JO: Avant de partir, on ne se parlait pas tous. Nous étions plus séparés en gang. Au début je croyais que nous serions jamais capable de travailler tous ensemble, mais à la grande surprise de tout le monde, tout le monde s'entraidait et s'encourageait. Dans les chambres, quelqu'un manquait de savon, tout le monde se proposait pour lui en prêter. Dans les champs, quelqu'un est fatigué, tout le monde l'encourage pour qu'il continue. À chaque problème, moral ou physique, tout le monde se soutenait.
HM: As-tu eu l'occasion de faire des visites? Si oui, lesquelles ont retenu ton attention?
JO: En deux semaines, nous avons fait plusieurs visites, si je réfléchis bien, nous en avions une par jour, soit à chaque après-midi, car nous faisions nos tâches les matins. Entre autres, nous avons visité des musées sur la révolution, une école d'art, une garderie, un foyer pour femmes enceintes, une maison de la culture, la plage et deux fois la capitale, La Havana. Nous sommes même allés dans un restaurant plus chic à La Havana où on nous a servi des pâtes napolitaines et de la pizza pour ensuite aller assister au coup de canon qui se faisait à 21h dans une genre de forteresse. Nous sommes aussi allés dans deux
ferias.
Une fois à La Havana où c'était un peu plus pour les touristes, mais l'autre fois à Güira de Melena même, et c'était pour les paysans. Cette journée, qui était la dernière, nous étions libres pour visiter la cité avec nos jumeaux Cubains. Moi j'ai eu la chance d'aller visiter la maison de la grand-mère d'un jumeau. C'est là que j'ai eu un petit choc personnel, car je savais à quoi ressemblait l'extérieur des maisons, mais l'intérieur j'en avais aucune idée. C'était très sombre et sale. Par contre, cela ne leur empêche pas de nous accueillir à bras ouverts. J'ai rencontré sa grand-mère et sa tante qui était avec son bébé de 4 mois.
HM: Tu avais visité des parties du Honduras et de la Jamaïque auparavant; as-tu pu observer des éléments de comparaison avec tes précédents séjours en Amérique latine continentale?
JO: Côté comparaison c'est plus difficile, car pour mes voyages au Honduras et en Jamaïque j'étais plus dans des lieux touristiques et je n'avais pas le temps de créer des liens avec les gens. C'est donc compliqué de dire si les gens de Cuba sont plus ou moins accueillants. Par contre, je sais pas si j'ai raison, mais j'ai trouvé le Honduras et la Jamaïque plus riches que Cuba. Peut-être que c'est parce que dans ces deux pays j'étais plus dans des coins touristiques, on sait jamais. Tout ce que je sais, c'est que je n'avais jamais vu un pays aussi "slow motion" que la Jamaïque, haha. À Cuba, si nous avons un problème, ils s'empressaient de le régler. En Jamaïque, il n'y a jamais de problèmes, la vie est trop belle pour en avoir.

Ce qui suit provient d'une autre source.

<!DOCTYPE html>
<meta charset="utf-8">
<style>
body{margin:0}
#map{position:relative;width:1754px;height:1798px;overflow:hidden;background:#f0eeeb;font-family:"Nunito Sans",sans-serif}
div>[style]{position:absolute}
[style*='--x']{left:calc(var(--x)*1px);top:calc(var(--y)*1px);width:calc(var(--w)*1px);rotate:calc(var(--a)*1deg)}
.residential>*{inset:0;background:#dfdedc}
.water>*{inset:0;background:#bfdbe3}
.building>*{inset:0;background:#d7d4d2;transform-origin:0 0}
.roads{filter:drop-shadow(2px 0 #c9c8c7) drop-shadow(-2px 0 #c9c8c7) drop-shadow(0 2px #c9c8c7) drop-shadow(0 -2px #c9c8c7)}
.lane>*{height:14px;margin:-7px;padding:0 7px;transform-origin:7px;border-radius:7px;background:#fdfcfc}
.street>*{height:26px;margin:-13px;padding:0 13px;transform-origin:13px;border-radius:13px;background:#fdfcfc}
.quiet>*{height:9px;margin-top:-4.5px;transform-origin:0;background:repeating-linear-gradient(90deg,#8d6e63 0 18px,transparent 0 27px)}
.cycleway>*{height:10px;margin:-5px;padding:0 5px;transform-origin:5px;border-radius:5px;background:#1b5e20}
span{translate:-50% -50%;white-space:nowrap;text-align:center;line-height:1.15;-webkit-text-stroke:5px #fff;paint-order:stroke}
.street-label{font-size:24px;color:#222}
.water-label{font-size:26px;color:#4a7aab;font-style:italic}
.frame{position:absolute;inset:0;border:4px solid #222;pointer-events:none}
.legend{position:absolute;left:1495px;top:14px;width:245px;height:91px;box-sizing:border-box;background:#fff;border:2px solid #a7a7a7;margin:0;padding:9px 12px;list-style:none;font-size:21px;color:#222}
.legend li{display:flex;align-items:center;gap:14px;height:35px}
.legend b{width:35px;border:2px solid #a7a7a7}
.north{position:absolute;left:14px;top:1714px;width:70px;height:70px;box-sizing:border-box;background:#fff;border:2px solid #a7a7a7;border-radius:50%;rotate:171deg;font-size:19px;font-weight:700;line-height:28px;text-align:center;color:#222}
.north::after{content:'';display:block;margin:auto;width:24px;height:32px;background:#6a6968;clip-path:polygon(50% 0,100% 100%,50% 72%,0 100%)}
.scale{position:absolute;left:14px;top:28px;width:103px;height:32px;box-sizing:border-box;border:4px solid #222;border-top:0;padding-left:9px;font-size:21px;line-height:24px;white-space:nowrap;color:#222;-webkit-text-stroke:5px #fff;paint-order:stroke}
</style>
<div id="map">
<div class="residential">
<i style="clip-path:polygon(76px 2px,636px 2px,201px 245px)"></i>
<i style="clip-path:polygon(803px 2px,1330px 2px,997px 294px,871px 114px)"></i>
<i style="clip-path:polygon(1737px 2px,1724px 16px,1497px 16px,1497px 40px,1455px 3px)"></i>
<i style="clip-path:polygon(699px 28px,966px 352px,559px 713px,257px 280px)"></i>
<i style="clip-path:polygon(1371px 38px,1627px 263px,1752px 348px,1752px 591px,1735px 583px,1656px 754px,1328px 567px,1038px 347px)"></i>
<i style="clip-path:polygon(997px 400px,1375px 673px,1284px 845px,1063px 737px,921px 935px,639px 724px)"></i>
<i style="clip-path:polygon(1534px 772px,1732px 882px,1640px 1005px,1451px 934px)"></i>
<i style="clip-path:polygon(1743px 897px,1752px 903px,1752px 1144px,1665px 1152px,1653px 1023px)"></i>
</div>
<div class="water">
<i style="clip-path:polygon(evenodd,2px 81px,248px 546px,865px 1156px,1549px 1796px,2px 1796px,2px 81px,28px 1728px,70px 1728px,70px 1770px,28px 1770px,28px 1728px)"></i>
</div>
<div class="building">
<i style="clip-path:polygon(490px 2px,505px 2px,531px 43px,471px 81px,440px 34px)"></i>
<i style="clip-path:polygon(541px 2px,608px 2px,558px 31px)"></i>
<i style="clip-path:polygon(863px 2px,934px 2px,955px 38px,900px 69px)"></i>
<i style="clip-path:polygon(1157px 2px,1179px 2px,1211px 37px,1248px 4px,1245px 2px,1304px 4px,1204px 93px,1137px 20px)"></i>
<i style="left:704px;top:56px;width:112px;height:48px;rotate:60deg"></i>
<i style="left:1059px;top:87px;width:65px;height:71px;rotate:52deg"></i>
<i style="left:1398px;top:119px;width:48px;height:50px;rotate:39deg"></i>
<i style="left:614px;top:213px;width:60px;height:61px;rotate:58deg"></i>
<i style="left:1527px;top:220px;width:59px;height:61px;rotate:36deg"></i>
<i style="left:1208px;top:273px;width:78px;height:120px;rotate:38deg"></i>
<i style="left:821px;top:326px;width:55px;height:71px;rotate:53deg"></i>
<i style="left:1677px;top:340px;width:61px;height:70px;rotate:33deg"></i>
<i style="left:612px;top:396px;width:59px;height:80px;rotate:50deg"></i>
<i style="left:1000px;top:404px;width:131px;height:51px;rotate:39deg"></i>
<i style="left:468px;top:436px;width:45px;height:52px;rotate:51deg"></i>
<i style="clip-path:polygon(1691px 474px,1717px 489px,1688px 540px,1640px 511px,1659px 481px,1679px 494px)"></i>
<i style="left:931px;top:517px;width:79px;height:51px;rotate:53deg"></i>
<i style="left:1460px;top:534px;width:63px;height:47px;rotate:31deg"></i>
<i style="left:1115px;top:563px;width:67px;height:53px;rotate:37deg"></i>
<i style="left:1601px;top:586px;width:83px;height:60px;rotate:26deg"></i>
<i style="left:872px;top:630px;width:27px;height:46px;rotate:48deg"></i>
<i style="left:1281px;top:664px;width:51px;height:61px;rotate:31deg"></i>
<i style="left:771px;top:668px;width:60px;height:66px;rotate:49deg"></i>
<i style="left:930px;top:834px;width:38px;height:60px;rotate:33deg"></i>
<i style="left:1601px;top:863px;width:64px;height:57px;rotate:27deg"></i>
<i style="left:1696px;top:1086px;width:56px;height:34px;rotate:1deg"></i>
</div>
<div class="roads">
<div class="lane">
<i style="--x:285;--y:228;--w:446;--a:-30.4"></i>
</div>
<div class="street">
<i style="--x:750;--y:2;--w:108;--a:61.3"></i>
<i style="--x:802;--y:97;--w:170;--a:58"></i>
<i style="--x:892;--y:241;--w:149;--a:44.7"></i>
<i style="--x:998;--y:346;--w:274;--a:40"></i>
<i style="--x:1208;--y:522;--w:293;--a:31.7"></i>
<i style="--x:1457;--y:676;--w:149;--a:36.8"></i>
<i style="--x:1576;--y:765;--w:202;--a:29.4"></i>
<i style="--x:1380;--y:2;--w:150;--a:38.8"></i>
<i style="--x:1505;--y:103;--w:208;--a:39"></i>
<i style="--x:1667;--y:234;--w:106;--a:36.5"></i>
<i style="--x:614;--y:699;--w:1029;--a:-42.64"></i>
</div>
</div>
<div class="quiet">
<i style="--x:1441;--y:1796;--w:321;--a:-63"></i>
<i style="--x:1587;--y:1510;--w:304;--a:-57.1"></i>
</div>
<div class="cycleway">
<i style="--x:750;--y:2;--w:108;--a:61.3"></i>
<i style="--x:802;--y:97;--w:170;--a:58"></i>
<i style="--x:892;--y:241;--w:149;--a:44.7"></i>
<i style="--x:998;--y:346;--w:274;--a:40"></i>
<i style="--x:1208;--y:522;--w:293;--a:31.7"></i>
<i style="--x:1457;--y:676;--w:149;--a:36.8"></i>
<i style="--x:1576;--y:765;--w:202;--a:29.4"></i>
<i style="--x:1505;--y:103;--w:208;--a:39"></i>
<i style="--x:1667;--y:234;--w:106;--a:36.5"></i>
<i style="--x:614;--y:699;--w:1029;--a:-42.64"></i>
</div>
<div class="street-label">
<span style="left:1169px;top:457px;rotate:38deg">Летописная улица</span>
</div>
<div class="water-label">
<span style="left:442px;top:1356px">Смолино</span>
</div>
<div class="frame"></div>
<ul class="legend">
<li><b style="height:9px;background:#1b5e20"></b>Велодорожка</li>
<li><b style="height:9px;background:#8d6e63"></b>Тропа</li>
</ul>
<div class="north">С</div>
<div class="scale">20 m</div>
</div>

HM: As-tu appris des choses que tu ignorais sur Cuba et la culture cubaine grâce à tes rencontres?
JO: Avant de partir j'en avais déjà une bonne idée. Ce qui m'a le plus marqué, c'est que je croyais entendre parler de Che à tout moment, mais au contraire, José Marti est beaucoup plus populaire.
HM: Ce projet a-t-il répondu à tes attentes?
JO: Ce stage à répondu à beaucoup plus que mes attentes. J'ai amélioré mon espagnol de beaucoup, j'ai renforcé des liens avec mes ami(e)s, j'ai créé des liens avec des personnes avec qui je ne croyais jamais parler, etc. Je peux seulement dire du positif. J'ai cherché à me souvenir si j'ai vécu quelque chose de négatif et sérieusement je ne trouve aucun point!!
HM: Que retires-tu de ce projet concernant ton intérêt pour la coopération internationale?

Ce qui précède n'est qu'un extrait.